Still pretty early in figuring out my transition. No idea what kind of field I'll move into, how much pay I'm willing to take a hit on, etc... I just got a 15% raise to my pay just prior to COVID-19, but I know I'm participant in a system that's pretty fucking unjust. If attitudes around here had remained more community-oriented like I'd seen demonstrated in my early years here, then I'd genuinely believe there was a chance we'd be able to argue for our continued existence, but I've seen some pretty insane warping of attitudes during Trump's tenure that awoke some of the worst aspects of people, and I feel increasingly terrible about my participation, and I can no longer fall back on the notion that I help people to ease the guilt about the culture that's emboldening here. Being college-oriented, this agency doesn't have a lot of exceptional instances of extremely wrongful incidents, but I know with the way the culture is developing behind the scenes, it's only starting to feel like a matter of time. Trumpism is the double-down for most people working here right now.
 

turbobrick

Member
Oct 25, 2017
13,157
Phoenix, AZ
This could be moving from a senior position to non-senior or manager position to non-manager, director to manager, etc.


Given these circumstances:

You'd be leaving a company in financial trouble.

You'd be leaving a company that doesn't pay you your worth and income growth is unlikely in the near future.

How much more income would you need to consider it or would you just keep looking until you found an equivalent role.

Yes I would, but that's because I've never worked for a company I cared about. So they could go out of business for all I care, and for my last job, I hoped they did.

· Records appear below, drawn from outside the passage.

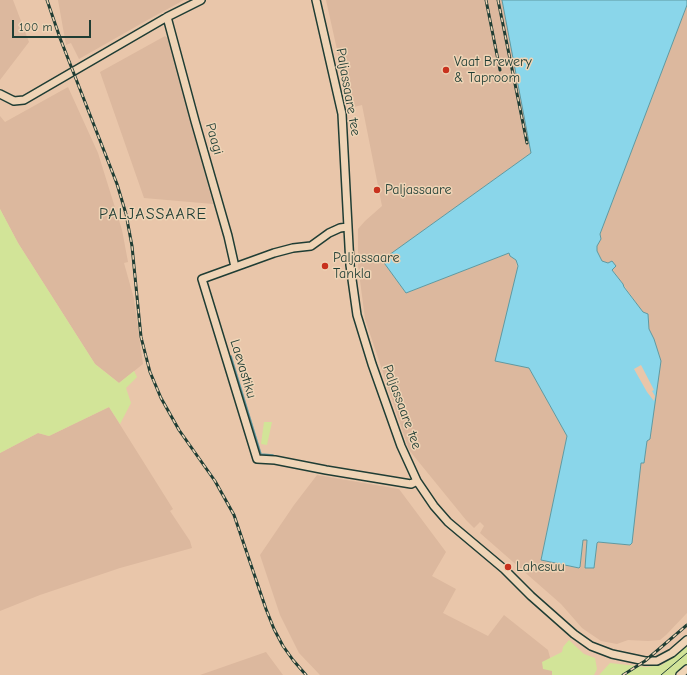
<!DOCTYPE html>
<html>
<head>
<meta charset="utf-8">
<style>
  body { margin:0 }
  #map { position:relative; width:687px; height:675px; overflow:hidden; background:#e9c6aa; font-family:"Comic Neue",sans-serif }
  canvas { display:block }
  .scale { position:absolute; left:12px; top:20px; width:79px; height:18px; box-sizing:border-box; border:2px solid #1f3d34; border-top:0; padding-left:5px; font-size:12px; line-height:14px; white-space:nowrap; color:#1f3d34; -webkit-text-stroke:3px #efd4b6; paint-order:stroke }
</style>
</head>
<body>
<div id="map">
<canvas width="687" height="675"></canvas>
<div class="scale">100 m</div>
</div>
<script>
const g = document.querySelector('canvas').getContext('2d');
g.lineJoin = 'round';
function fill(path, color) { g.fillStyle = color; g.fill(path, 'evenodd'); }
const shape = rows => new Path2D(rows.map(r => 'M' + r).join(''));
function stroke(path, color, width, dash) { g.strokeStyle = color; g.lineWidth = width; g.lineCap = dash ? 'butt' : 'round'; g.setLineDash(dash || []); g.stroke(path); }
function write(font, color, halo, rows, align = 'center') {
  g.font = font + ' "Comic Neue",sans-serif'; g.lineWidth = 3; g.setLineDash([]); g.textBaseline = 'middle'; g.strokeStyle = halo; g.fillStyle = color; for (const [text, x, y, turn = 0] of rows) {
    g.save(); g.translate(x, y); g.rotate((+turn || 0) * Math.PI / 180); g.textAlign = isNaN(turn) ? turn : align; if (halo) g.strokeText(text, 0, 0); g.fillText(text, 0, 0); g.restore();
  }
}
fill(shape([
  [0,0,13,0,29,42,0,80],
  [58,0,184,0,151,18,79,59,71,43,66,45],
  [326,0,502,0,531,153,382,260,406,293,509,253,510,256,516,260,529,368,567,436,541,560,579,568,580,567,583,540,587,540,585,567,594,568,597,543,598,542,630,545,641,462,644,462,647,441,650,438,659,373,660,356,649,329,648,315,643,312,608,263,602,261,597,251,597,246,601,239,600,234,687,5,687,613,666,635,660,640,648,641,628,640,617,644,601,641,582,628,561,604,480,533,484,526,480,522,474,528,466,520,409,450,365,319,358,265,358,229,365,221,382,206,362,105,350,108],
  [165,36,169,39,213,204,144,198,100,72],
  [68,87,98,153,122,230,128,262,124,263,134,299,143,364,119,383,95,364,18,243,0,209,0,116,5,122],
  [109,407,173,509,170,511,190,541,192,548,120,568,40,595,0,611,0,453,38,433,49,436],
  [317,475,399,489,446,552,432,576,456,589,443,613,488,636,504,615,548,650,554,672,553,675,320,675,299,653,280,615,260,555,294,505],
  [266,652,283,675,200,675]
]), '#dcb89e');
fill(shape([
  [0,209,18,243,95,364,119,383,134,371,137,377,126,388,131,403,120,424,109,407,49,436,38,433,0,453],
  [264,422,272,422,267,445,261,444],
  [569,640,584,654,595,658,597,669,594,675,552,675,552,671,543,669,542,662,562,652,563,647],
  [687,646,687,664,674,675,599,675,610,663,646,667,662,665]
]), '#d2e498');
const water = shape([
  [502,0,687,0,687,5,600,234,601,239,597,246,597,251,602,261,608,263,612,261,616,266,612,270,623,284,624,287,643,312,648,314,649,329,654,339,661,361,650,439,647,441,644,463,641,463,632,543,630,545,598,542,597,543,594,568,585,568,587,540,583,540,580,567,579,568,541,560,567,436,529,368,495,361,518,266,516,260,510,256,509,253,406,293,382,260,531,153,502,0]
]);
fill(water, '#8ad6ea');
stroke(water, '#5f99a1', 1);
fill(shape([
  [641,365,654,390,652,391,655,396,654,401,647,392,634,369]
]), '#e9c6aa');
stroke(shape([
  [231,356,261,454,273,455]
]), '#5f99a1', 1.5);
const minor = shape([
  [316,0,342,114,350,265,357,315,372,364,401,446,417,481,434,506,448,522,504,569,531,596,574,634,591,646,612,654,645,661,657,661,672,653,687,640],
  [167,17,195,121,228,236,235,267],
  [0,94,14,101,24,100,167,17,201,0],
  [347,227,340,228,329,233,311,246,293,248,274,253,202,279,257,459,275,460,326,470,411,484,417,481],
  [680,675,687,669]
]);
stroke(minor, '#1f3d34', 10);
stroke(minor, '#efd4b6', 7);
stroke(shape([
  [661,675,687,653]
]), '#1f3d34', 1);
const rail = shape([
  [47,0,60,38,117,184,126,214,132,246,141,337,150,372,161,398,179,430,215,481,234,515,266,609,274,629,283,646,293,660,306,675],
  [486,0,500,70],
  [498,0,527,143],
  [623,675,645,661,687,625]
]);
stroke(rail, '#1f3d34', 3);
stroke(rail, '#efd4b6', 1.5, [4.5]);
for (const [x, y, r, color] of [
  [446,70,4,"#c8321e"],
  [377,190,4,"#c8321e"],
  [325,266,4,"#c8321e"],
  [508,567,4,"#c8321e"]
]) { const dot = new Path2D(); dot.arc(x, y, r, 0, 2 * Math.PI); g.fillStyle = color; g.fill(dot); stroke(dot, '#efd4b6', 1.5); }
write('14px', '#1f3d34', '#efd4b6', [
  ["Vaat Brewery",454,62],
  ["& Taproom",454,78],
  ["Paljassaare",385,190],
  ["Paljassaare",333,258],
  ["Tankla",333,274],
  ["Lahesuu",516,567]
], 'left');
write('14px', '#1f3d34', '#efd4b6', [
  ["Paljassaare tee",348,92,80],
  ["Paagi",214,139,74],
  ["Laevastiku",243,369,73],
  ["Paljassaare tee",402,407,70]
]);
g.letterSpacing = '1px';
write('16px', '#1f3d34', '#efd4b6', [
  ["PALJASSAARE",153,214]
]);
g.letterSpacing = '0px';
</script>
</body>
</html>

I care about pay and job security, and if that means taking a lesser role than that's fine with me, as long as I get those two things.
 

Adventureracing

The Fallen
Nov 7, 2017
8,065
As an emergency nurse I've though about this. Personally it's crossed my mind that someday I could just take a job as a wardsmen and do something a little less stressful. I think I'd be good at the job and it would certainly be a much simpler life.

Not sure I'd ever do it though as I do love my job.
 
Nov 19, 2019
10,231
I think if you're ever in a place where you're seriously considering such a move, then your mind is already made up. I've made this move before and it worked out very well for me. EDIT: Though it was very scary at the time, and I had big doubts for the first year or so.

I also think any time someone's thought process centers around "not being paid your worth", there's actually something even more fundamental that's wrong with the role. I'd be very surprised to see a raise of any size quell these feelings in anything more than a temporary way.